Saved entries
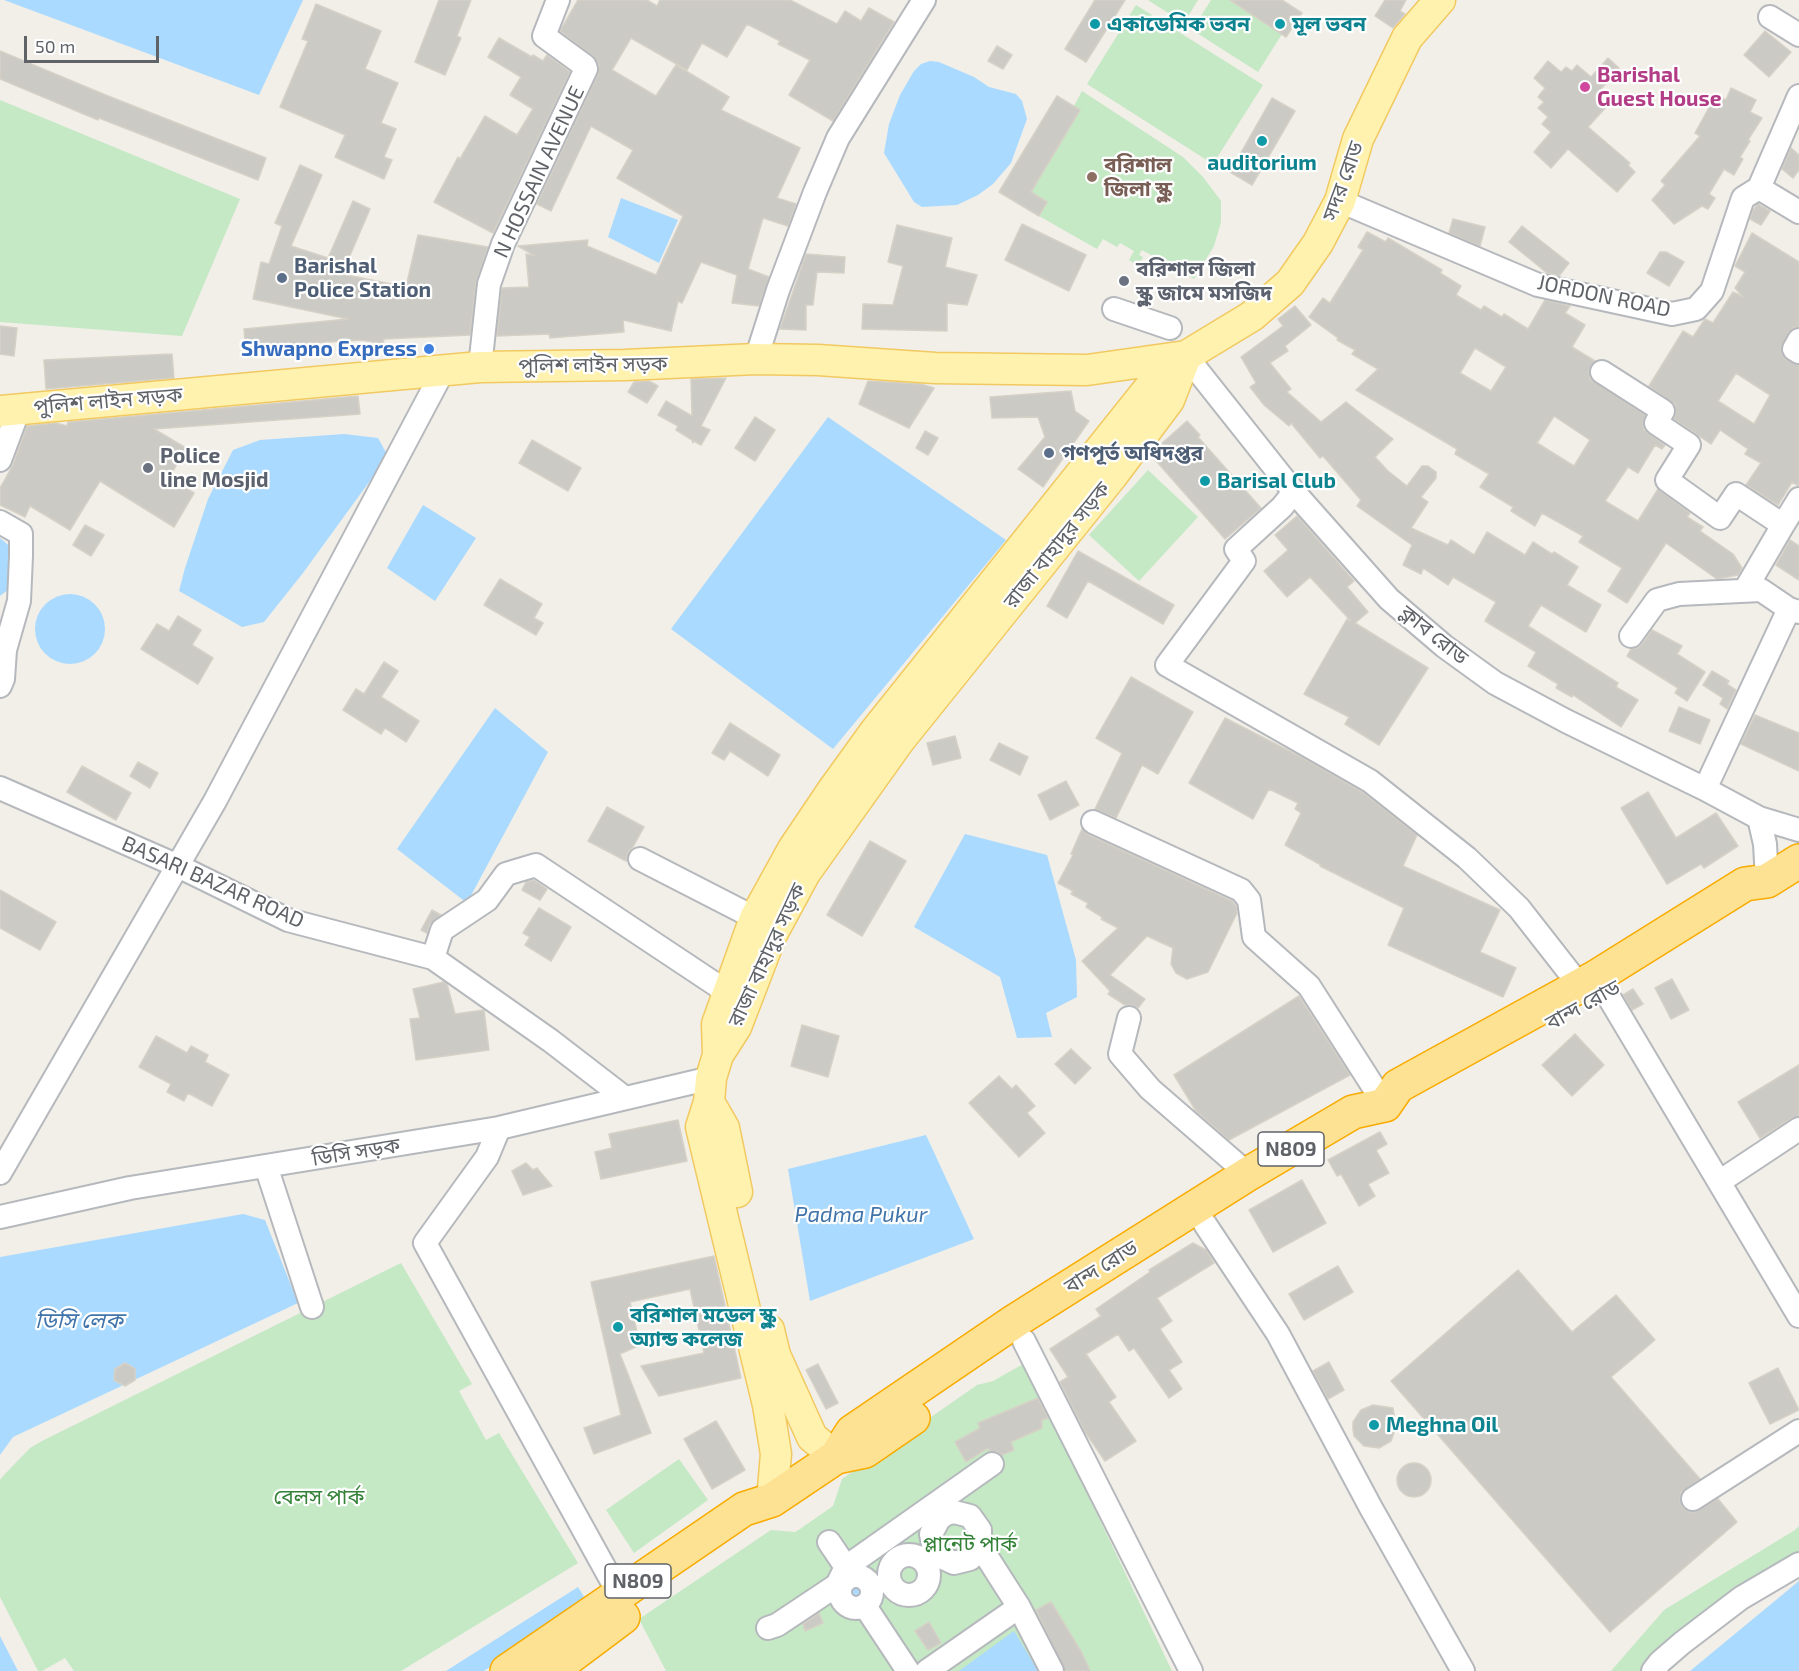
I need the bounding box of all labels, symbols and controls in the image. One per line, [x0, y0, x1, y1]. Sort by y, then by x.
place label: একাডেমিক ভবন [1107, 11, 1250, 37]
place label: মূল ভবন [1292, 11, 1366, 37]
marker: একাডেমিক ভবন [1088, 17, 1102, 31]
marker: মূল ভবন [1273, 17, 1287, 31]
scale bar [27, 24, 162, 62]
text: 50 m [35, 35, 75, 57]
place label: Barishal Guest House [1597, 62, 1722, 112]
marker: Barishal Guest House [1578, 80, 1592, 94]
street label: N HOSSAIN AVENUE [488, 82, 590, 262]
marker: auditorium [1255, 134, 1269, 148]
street label: সদর রোড [1317, 138, 1369, 224]
place label: auditorium [1207, 150, 1317, 176]
place label: বরিশাল জিলা স্কুল [1104, 152, 1172, 202]
marker: বরিশাল জিলা স্কুল [1085, 170, 1099, 184]
place label: Barishal Police Station [294, 253, 431, 303]
place label: বরিশাল জিলা স্কুল জামে মসজিদ [1136, 256, 1272, 306]
street label: JORDON ROAD [1535, 270, 1673, 322]
marker: Barishal Police Station [275, 271, 289, 285]
marker: বরিশাল জিলা স্কুল জামে মসজিদ [1117, 274, 1131, 288]
place label: Shwapno Express [241, 336, 417, 362]
marker: Shwapno Express [422, 342, 436, 356]
street label: পুলিশ লাইন সড়ক [518, 351, 668, 379]
street label: পুলিশ লাইন সড়ক [32, 382, 184, 420]
place label: গণপূর্ত অধিদপ্তর [1061, 440, 1203, 466]
place label: Police line Mosjid [160, 443, 269, 493]
marker: গণপূর্ত অধিদপ্তর [1042, 446, 1056, 460]
marker: Police line Mosjid [141, 461, 155, 475]
place label: Barisal Club [1217, 468, 1336, 494]
marker: Barisal Club [1198, 474, 1212, 488]
street label: রাজা বাহাদুর সড়ক [998, 477, 1116, 613]
street label: ক্লাব রোড [1395, 600, 1473, 670]
street label: BASARI BAZAR ROAD [118, 830, 308, 934]
street label: রাজা বাহাদুর সড়ক [723, 879, 811, 1031]
street label: বান্দ রোড [1541, 974, 1625, 1036]
road number: N809 [1258, 1132, 1324, 1166]
street label: ডিসি সড়ক [310, 1133, 402, 1171]
water label: Padma Pukur [795, 1202, 927, 1228]
street label: বান্দ রোড [1060, 1235, 1142, 1299]
place label: বরিশাল মডেল স্কুল অ্যান্ড কলেজ [630, 1302, 776, 1352]
water label: ডিসি লেক [35, 1308, 123, 1334]
marker: বরিশাল মডেল স্কুল অ্যান্ড কলেজ [611, 1320, 625, 1334]
place label: Meghna Oil [1386, 1412, 1498, 1438]
marker: Meghna Oil [1367, 1418, 1381, 1432]
park label: বেলস পার্ক [274, 1484, 364, 1510]
park label: প্লানেট পার্ক [923, 1531, 1017, 1557]
road number: N809 [605, 1564, 671, 1598]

Work instructions:
In the entries above, how many lines include the word "Express"? Give only that number.

Solution for this task:
2